Perjalanan kami lebih banyak diisi oleh hening dibanding obrolan. Karena waktu sudah mepet, Dion tidak berhenti di Indomaret seperti biasanya. Ia langsung melaju ke sekolah dengan sedikit ngebut. Aku tidak pernah memegang pinggang atau memeluknya karena Dion bukan tipe pengendara ugal, tapi hari itu aku terpaksa memegang jaketnya untuk menyeimbangkan badan. Agaknya peganganku terlalu canggung sampai ia berkata, "Pegangan aja, nggak apa-apa."

"Hah?"

Ia berkata lebih keras, "Aku mau ngebut lagi, pegangan yang erat."

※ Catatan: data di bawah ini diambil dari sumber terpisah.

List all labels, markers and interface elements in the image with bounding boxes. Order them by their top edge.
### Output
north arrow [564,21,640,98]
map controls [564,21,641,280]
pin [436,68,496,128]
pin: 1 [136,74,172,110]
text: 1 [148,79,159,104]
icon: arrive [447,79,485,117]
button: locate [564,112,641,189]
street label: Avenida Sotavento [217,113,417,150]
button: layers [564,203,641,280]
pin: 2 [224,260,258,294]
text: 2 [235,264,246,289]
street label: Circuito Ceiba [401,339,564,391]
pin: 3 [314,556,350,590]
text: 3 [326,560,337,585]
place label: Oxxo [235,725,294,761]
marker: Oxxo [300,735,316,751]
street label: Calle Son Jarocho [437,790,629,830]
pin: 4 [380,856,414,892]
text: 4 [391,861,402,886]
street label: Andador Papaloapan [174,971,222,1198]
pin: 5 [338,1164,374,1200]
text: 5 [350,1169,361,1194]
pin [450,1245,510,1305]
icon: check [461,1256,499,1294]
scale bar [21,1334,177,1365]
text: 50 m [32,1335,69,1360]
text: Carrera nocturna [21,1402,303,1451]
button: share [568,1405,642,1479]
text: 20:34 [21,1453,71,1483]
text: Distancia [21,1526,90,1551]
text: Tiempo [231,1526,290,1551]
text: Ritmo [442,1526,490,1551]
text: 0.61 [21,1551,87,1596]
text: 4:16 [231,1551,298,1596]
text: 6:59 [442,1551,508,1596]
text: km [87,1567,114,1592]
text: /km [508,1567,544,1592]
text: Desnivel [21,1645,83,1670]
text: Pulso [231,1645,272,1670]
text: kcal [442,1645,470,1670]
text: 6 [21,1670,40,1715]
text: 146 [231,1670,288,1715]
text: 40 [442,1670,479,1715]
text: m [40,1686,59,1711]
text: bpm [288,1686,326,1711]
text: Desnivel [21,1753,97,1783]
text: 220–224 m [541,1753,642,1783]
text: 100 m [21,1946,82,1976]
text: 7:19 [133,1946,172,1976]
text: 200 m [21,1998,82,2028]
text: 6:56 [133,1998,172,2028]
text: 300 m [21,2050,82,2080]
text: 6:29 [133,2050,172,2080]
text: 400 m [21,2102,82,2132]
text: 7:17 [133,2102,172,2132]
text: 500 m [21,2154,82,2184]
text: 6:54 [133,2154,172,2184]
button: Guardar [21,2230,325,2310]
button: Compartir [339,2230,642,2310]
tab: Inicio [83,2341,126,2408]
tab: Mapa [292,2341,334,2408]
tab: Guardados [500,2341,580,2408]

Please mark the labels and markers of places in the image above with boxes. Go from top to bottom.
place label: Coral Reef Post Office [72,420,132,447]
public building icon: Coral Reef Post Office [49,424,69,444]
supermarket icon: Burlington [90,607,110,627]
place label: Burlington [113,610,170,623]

Dan sebelum aku bisa mencerna maksud kalimatnya, ia sudah meningkatkan kecepatan. Motor melaju kencang dan aku refleks memeluk pinggangnya. Motor Dion bukan tipe motor sport, bukan Kawasaki atau Ninja dengan perawakan besar dan megah, hanya motor matic pasaran yang sudah tua. Tapi aku jarang naik motor (lagi-lagi, karena peraturan ketat Mami), apalagi dalam kecepatan setinggi ini.

Untungnya, kami tiba di sekolah tepat waktu. Aku sedang meletakkan helm di rak penitipan tepat saat bel masuk berbunyi. Aku melongok hendak menunggu Dion yang masih memarkirkan motor, tapi pemuda itu malah mengibas tangannya ke arahku, mengisyaratkanku untuk masuk terlebih dulu.

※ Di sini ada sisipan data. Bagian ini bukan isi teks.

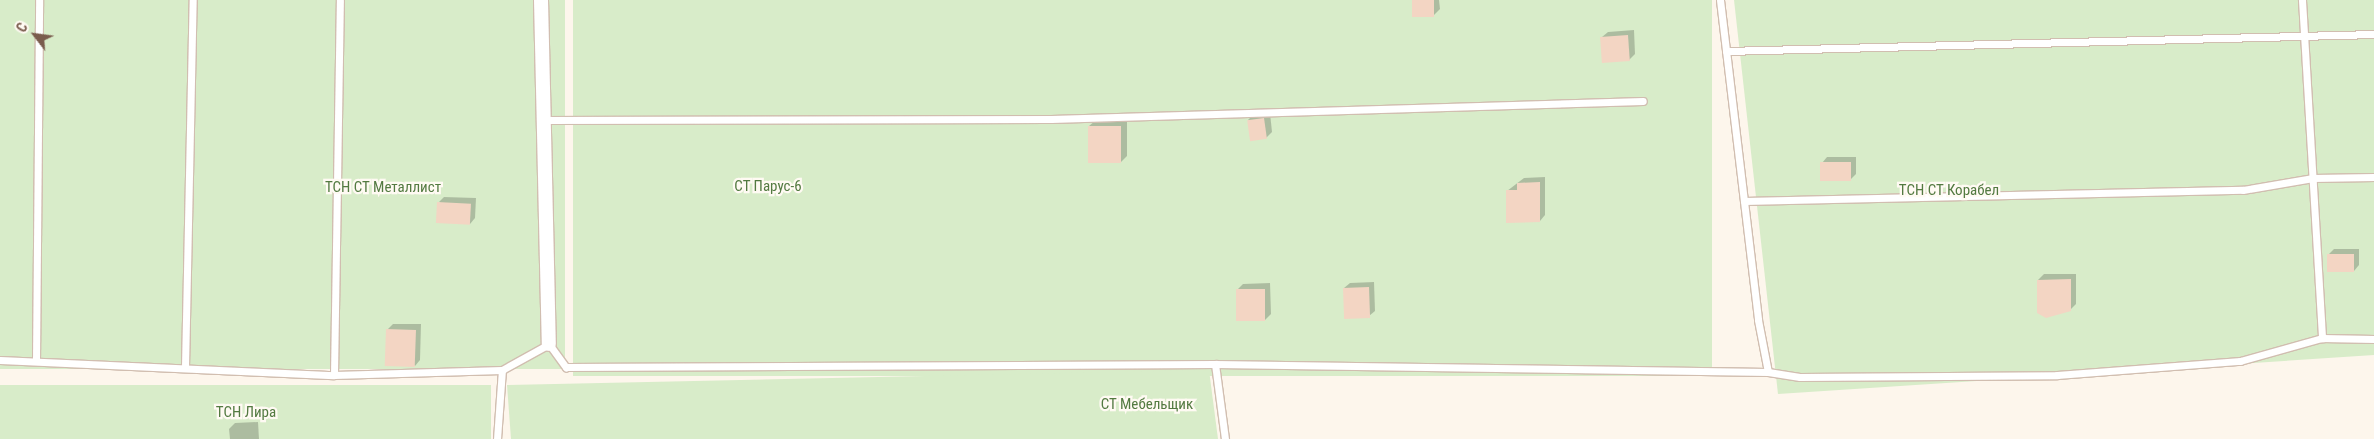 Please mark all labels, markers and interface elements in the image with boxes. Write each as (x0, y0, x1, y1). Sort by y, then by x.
north arrow (10, 10, 60, 60)
text: С (13, 20, 31, 35)
park label: СТ Парус-6 (734, 178, 802, 196)
park label: ТСН СТ Металлист (325, 179, 441, 197)
park label: ТСН СТ Корабел (1899, 182, 1999, 200)
park label: СТ Мебельщик (1101, 396, 1193, 414)
park label: ТСН Лира (216, 404, 276, 422) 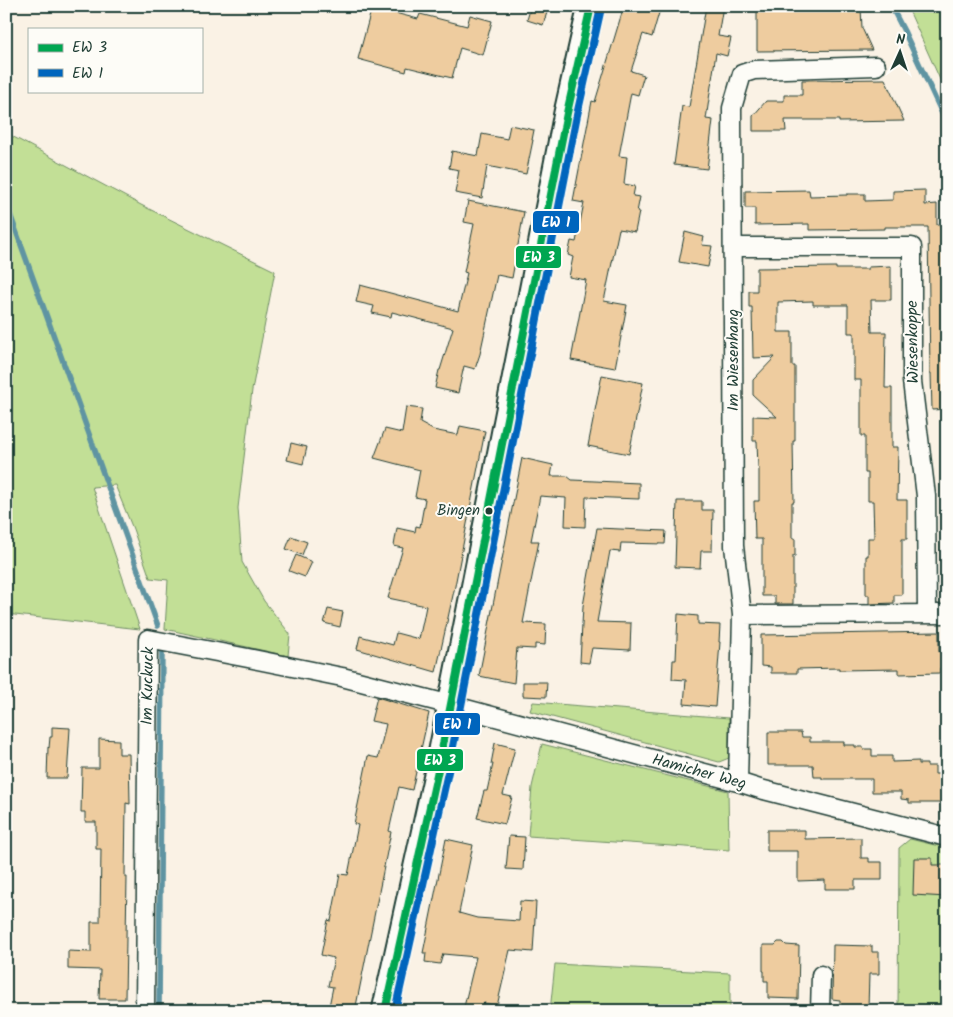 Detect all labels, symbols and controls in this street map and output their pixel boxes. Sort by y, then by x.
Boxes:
legend [28,28,202,92]
north arrow [876,28,926,78]
text: N [896,29,906,51]
text: EW 3 [72,36,108,60]
text: EW 1 [72,62,104,86]
line badge: EW 1 [532,210,580,234]
text: EW 1 [542,212,571,234]
line badge: EW 3 [515,245,562,269]
text: EW 3 [523,247,555,269]
street label: Wiesenkoppe [900,300,926,384]
street label: Im Wiesenhang [721,309,746,411]
place label: Bingen [437,499,480,523]
marker: Bingen [484,506,494,516]
street label: Im Kuckuck [135,646,161,725]
line badge: EW 1 [434,712,481,736]
text: EW 1 [443,714,472,736]
street label: Hamicher Weg [649,747,749,797]
line badge: EW 3 [416,748,464,772]
text: EW 3 [424,750,456,772] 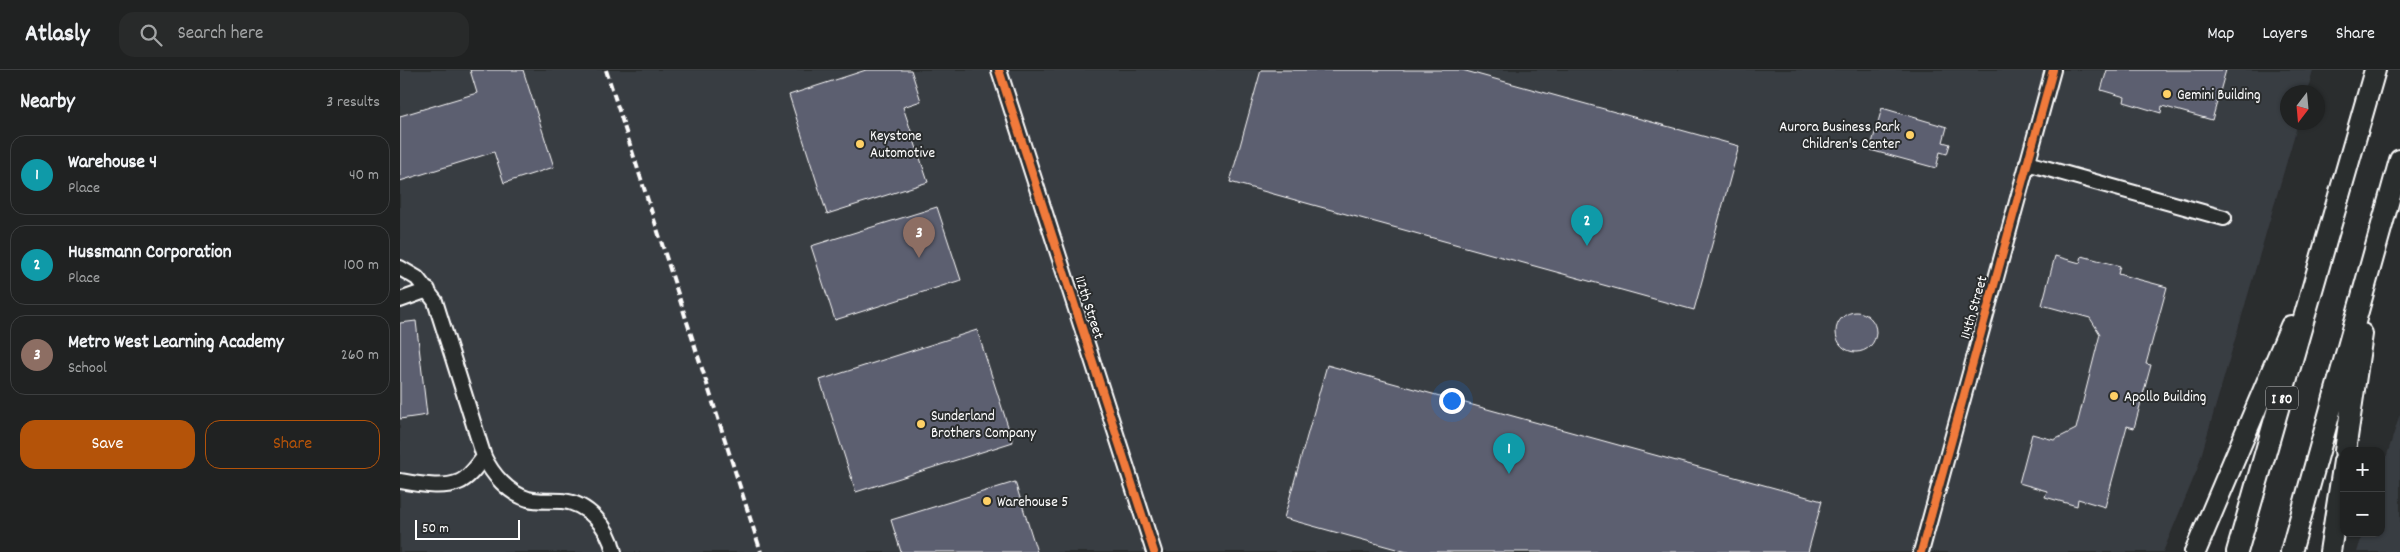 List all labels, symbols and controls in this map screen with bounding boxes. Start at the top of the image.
search box [119,12,469,57]
text: Atlasly [25,18,89,52]
icon: search [137,21,165,49]
text: Search here [177,21,263,48]
text: Map [2207,22,2234,47]
text: Layers [2262,22,2308,47]
text: Share [2336,22,2375,47]
place label: Gemini Building [2177,85,2261,107]
north arrow [2280,85,2325,130]
text: Nearby [20,88,75,118]
marker: Gemini Building [2161,88,2173,100]
text: 3 results [326,91,380,114]
place label: Aurora Business Park Children's Center [1779,117,1900,156]
place label: Keystone Automotive [870,126,935,165]
marker: Aurora Business Park Children's Center [1904,129,1916,141]
marker: Keystone Automotive [854,138,866,150]
text: Warehouse 4 [68,150,157,177]
text: 1 [35,164,39,187]
text: 40 m [349,164,379,187]
text: Place [68,177,100,200]
pin: 2 [1571,205,1603,246]
pin: 3 [903,217,935,258]
text: Hussmann Corporation [68,240,232,267]
text: 2 [34,254,41,277]
text: 100 m [343,254,379,277]
text: Place [68,267,100,290]
street label: 112th Street [1068,273,1109,343]
street label: 114th Street [1955,273,1995,342]
text: Metro West Learning Academy [68,330,284,357]
text: 3 [33,344,41,367]
text: 260 m [341,344,379,367]
text: School [68,357,107,380]
road number: I 80 [2266,386,2298,409]
place label: Apollo Building [2124,387,2206,409]
your location [1439,388,1465,414]
marker: Apollo Building [2108,390,2120,402]
place label: Sunderland Brothers Company [931,406,1037,445]
marker: Sunderland Brothers Company [915,418,927,430]
button: Save [20,420,195,469]
button: Share [205,420,380,469]
pin: 1 [1493,433,1525,474]
map controls [2340,447,2385,537]
button: + [2340,447,2385,492]
place label: Warehouse 5 [997,492,1068,514]
button: − [2340,492,2385,537]
marker: Warehouse 5 [981,495,993,507]
scale bar [415,517,520,540]
text: 50 m [422,519,449,539]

Akhirnya aku bergegas menaiki tangga, bersama segerombolan siswa lain yang nyaris terlambat.

***

Di luar dugaanku, siang itu, Serga berinisiatif menemuiku di kelas.

Aku sedang santai bersama Jinny di barisan bangku belakang, membicarakan tentang adik kelas yang meraung-raung di ruang BK karena segebok perangkat make up-nya disita OSIS. Gaya penceritaan Jinny membuat cerita absurd itu semakin lucu. Aku tengah tertawa saat tiba-tiba melihat pemuda itu sudah berdiri di hadapanku.

Seperti biasa, Serga yang datar dan tidak suka menarik perhatian hanya berkata pelan, "Aku mau bicara."

Saat aku menatapnya dengan kerutan kening tak paham, ia baru melanjutkan, "Soal tugas klub jurnalis."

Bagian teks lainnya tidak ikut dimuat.